We do not talk about it much, aloud anyway, the periodic loss of center in which we might find ourselves. The inevitable interior groaning that comes from life's many mini and bigger blows. The miscarriage, the divorce, the infertility, the loneliness, the vocational uncertainty, the breakup, the challenging marriage, the loss of friendship, the death . . . we do not easily sit with the pain of these spaces because we live in a culture not terribly comfortable with emotional pain. So the necessary conversations and attempts at understanding swirl endlessly and mercilessly in our heads and hearts. How do we as women learn to name our sorrows, to acknowledge the scripturally faithful practice of lament? What good can come of it and what needed proclamation can naming our sorrows provide? How do we as women encourage, embolden, and support one another to do the often times difficult and risky task of naming aloud the things that cause us emotional, mental, and spiritual ache?
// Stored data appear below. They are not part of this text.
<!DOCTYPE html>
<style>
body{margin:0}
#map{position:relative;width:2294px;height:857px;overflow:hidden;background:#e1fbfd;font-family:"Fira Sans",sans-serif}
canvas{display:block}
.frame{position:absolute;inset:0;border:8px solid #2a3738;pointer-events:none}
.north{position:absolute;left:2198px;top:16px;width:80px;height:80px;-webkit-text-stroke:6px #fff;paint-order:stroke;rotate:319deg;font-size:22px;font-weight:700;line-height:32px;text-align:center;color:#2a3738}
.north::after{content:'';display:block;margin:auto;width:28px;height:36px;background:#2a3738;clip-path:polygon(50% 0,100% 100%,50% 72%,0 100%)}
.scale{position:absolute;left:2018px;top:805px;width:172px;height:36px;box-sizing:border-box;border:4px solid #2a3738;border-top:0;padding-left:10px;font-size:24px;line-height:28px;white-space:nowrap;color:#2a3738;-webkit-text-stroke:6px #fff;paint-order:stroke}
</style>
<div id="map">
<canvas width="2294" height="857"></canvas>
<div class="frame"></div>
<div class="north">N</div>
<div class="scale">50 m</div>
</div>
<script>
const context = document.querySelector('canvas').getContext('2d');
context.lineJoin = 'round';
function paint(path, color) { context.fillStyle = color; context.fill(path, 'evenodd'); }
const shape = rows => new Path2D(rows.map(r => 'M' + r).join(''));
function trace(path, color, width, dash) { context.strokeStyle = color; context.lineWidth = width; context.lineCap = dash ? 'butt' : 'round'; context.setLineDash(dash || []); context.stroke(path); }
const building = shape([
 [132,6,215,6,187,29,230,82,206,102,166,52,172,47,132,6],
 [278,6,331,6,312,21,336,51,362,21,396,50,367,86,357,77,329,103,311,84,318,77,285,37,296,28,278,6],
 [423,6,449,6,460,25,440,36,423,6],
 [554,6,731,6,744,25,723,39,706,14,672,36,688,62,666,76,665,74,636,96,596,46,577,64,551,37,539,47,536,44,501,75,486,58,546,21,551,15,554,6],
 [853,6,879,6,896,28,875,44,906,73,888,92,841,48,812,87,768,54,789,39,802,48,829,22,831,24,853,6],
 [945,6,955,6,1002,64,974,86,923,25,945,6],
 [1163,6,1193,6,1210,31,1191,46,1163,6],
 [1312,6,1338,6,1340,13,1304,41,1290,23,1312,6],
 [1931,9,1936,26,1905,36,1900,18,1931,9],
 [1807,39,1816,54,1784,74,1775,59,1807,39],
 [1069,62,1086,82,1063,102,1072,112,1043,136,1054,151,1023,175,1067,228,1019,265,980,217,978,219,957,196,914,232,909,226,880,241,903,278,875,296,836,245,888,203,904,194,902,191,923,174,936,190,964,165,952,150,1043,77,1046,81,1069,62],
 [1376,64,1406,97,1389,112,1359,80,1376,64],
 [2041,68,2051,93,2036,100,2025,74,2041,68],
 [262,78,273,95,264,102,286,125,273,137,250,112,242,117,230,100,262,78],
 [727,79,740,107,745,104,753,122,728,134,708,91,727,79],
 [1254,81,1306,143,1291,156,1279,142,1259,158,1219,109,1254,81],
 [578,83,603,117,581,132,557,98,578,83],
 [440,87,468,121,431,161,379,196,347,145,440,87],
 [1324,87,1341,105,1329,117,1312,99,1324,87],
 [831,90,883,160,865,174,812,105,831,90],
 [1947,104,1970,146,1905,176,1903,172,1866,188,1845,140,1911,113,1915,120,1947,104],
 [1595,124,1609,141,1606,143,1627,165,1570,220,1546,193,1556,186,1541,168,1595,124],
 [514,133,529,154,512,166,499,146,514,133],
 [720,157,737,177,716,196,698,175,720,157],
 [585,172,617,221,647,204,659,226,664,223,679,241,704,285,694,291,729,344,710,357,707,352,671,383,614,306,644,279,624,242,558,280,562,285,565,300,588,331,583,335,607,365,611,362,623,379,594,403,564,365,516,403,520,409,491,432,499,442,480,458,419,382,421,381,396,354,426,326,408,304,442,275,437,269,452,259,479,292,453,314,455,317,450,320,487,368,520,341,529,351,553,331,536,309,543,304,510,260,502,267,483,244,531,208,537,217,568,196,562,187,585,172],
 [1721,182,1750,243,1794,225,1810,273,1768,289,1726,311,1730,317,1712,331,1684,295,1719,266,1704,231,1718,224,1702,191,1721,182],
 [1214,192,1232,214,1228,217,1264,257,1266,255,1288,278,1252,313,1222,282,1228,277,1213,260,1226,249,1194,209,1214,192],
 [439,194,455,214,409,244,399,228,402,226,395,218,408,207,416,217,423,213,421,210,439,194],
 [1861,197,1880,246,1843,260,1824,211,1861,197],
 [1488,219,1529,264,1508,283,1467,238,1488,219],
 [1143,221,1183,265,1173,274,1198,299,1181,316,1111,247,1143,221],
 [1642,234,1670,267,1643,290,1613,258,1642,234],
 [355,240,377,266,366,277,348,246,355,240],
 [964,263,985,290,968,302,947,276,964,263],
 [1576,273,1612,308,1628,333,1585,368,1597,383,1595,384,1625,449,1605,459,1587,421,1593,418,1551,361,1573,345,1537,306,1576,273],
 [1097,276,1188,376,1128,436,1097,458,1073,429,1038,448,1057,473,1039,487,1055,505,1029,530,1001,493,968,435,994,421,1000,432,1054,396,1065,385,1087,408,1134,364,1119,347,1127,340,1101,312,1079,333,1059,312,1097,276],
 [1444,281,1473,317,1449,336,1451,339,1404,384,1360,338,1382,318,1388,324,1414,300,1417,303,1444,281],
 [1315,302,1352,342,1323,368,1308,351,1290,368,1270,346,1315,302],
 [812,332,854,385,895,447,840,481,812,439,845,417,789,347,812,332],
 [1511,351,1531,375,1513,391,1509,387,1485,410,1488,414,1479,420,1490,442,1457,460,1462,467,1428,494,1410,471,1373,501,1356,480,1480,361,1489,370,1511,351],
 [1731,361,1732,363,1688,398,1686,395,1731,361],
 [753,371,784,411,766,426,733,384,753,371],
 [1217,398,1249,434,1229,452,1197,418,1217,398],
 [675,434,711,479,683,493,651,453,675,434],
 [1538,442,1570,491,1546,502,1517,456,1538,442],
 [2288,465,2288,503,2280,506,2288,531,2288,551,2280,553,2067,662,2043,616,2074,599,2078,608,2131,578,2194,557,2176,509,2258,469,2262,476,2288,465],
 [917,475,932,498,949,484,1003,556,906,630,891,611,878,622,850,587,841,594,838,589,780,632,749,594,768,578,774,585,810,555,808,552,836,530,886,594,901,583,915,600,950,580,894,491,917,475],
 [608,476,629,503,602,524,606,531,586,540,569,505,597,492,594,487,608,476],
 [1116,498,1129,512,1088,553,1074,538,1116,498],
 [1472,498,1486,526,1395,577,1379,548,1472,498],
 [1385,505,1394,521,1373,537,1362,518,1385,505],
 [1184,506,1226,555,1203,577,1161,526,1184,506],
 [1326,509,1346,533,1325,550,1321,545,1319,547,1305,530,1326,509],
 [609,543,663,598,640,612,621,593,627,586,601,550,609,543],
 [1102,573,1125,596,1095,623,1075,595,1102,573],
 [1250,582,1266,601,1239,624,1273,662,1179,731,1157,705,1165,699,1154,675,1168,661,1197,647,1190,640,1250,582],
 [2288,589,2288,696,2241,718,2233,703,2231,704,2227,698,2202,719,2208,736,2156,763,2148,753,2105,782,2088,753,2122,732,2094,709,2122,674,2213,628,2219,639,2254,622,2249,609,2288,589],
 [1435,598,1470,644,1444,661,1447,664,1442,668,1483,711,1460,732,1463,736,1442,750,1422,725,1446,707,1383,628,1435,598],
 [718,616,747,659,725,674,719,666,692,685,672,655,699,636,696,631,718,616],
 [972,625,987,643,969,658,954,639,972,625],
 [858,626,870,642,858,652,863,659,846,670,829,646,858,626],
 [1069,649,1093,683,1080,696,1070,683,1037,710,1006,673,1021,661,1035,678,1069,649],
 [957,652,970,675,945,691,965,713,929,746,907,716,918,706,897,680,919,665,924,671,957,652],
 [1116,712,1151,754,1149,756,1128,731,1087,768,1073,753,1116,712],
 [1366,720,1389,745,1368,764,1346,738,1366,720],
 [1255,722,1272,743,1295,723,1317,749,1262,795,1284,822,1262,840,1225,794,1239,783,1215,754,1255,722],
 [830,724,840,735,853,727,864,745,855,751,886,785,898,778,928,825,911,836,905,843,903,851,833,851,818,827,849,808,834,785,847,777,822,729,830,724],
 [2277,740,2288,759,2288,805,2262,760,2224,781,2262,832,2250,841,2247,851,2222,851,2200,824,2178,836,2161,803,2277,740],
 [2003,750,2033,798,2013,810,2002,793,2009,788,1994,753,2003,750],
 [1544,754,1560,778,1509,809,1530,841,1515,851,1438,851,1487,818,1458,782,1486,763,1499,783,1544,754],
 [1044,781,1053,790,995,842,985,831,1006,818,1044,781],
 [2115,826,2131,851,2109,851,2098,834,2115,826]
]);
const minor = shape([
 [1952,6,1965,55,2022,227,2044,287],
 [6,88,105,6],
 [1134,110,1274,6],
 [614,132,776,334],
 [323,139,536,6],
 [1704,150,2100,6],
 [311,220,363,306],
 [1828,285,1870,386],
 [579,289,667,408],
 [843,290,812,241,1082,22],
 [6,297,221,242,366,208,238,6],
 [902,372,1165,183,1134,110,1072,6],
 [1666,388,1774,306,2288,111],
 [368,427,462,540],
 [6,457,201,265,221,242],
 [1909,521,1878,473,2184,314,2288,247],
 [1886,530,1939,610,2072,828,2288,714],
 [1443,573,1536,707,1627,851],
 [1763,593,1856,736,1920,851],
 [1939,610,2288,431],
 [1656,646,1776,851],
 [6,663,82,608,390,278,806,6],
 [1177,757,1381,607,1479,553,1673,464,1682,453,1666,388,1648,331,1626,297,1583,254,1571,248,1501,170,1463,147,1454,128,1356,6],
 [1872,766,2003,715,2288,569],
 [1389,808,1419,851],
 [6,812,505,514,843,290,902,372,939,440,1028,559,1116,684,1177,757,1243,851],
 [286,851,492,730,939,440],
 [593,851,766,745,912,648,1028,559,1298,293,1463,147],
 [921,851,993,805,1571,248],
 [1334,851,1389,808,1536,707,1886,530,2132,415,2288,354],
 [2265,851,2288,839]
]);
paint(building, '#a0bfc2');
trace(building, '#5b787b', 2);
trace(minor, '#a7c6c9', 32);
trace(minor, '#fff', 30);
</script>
It is thought provoking to note that in the oral and textual traditions of various cultures women have often been given the role of public lamenting, particularly for others in their community. Lament song traditions date back to possibly as early as the 6th century and are commonly found in the histories of both European and non-western countries like India, Bolivia, Ghana, the Balkans, and China. Greek epic poetry like Homers' the Iliad and the Odyssey and Euripedes' The Trojan Women are replete with songs of sorrow sung by women like Andromache and Briseis, who bemoan their loss of loved ones, of security, and of their freedom. Though typically traditional public lamentations served to honor the death of men in the community and to encourage communal grieving, the open invitation to sorrow permitted women a rare occasion to verbalize their own grief aloud and to share parts of their lived experience ordinarily not given a voice in a patriarchal culture. And yet there are significant literary and culture examples of women lamenting the particularities of the lives of other women.
In the Hebrew Bible book of Judges, we read the painful story of Jephthah the Gileadite warrior, who rashly made a vow to God to sacrifice the first person who came out of his house to greet him if God would give him victory in battle. When Jephthah prevails against his enemy he returns home and his daughter runs out to welcome him. Jephthah keeps his word to God and sacrifices his daughter. But the text informs us that "there arose an Israelite custom that for four days every year the daughters of Israel would go out to lament the daughter of Jephthah the Gileadite" (Jdg. 11:40.)
Ancient Chinese cultures also have lament traditions of women publicly grieving the circumstances of their lives as men ceremoniously give them away to other men. University of Melbourne's Asian Studies scholar, Anne E. McLaren is one of the few women who have written about the Chinese bridal lament tradition of the Nanhui region in the lower Yangzi delta. The bridal lament was a recognized and cherished way in which pre-modern Chinese women enacted their interior lives and gave flesh to the emotions behind their ascribed cultural spaces. Then as now, naming our sorrows can be an act of giving public voice to seemingly unacceptable or unappreciated elements of women's personal narratives.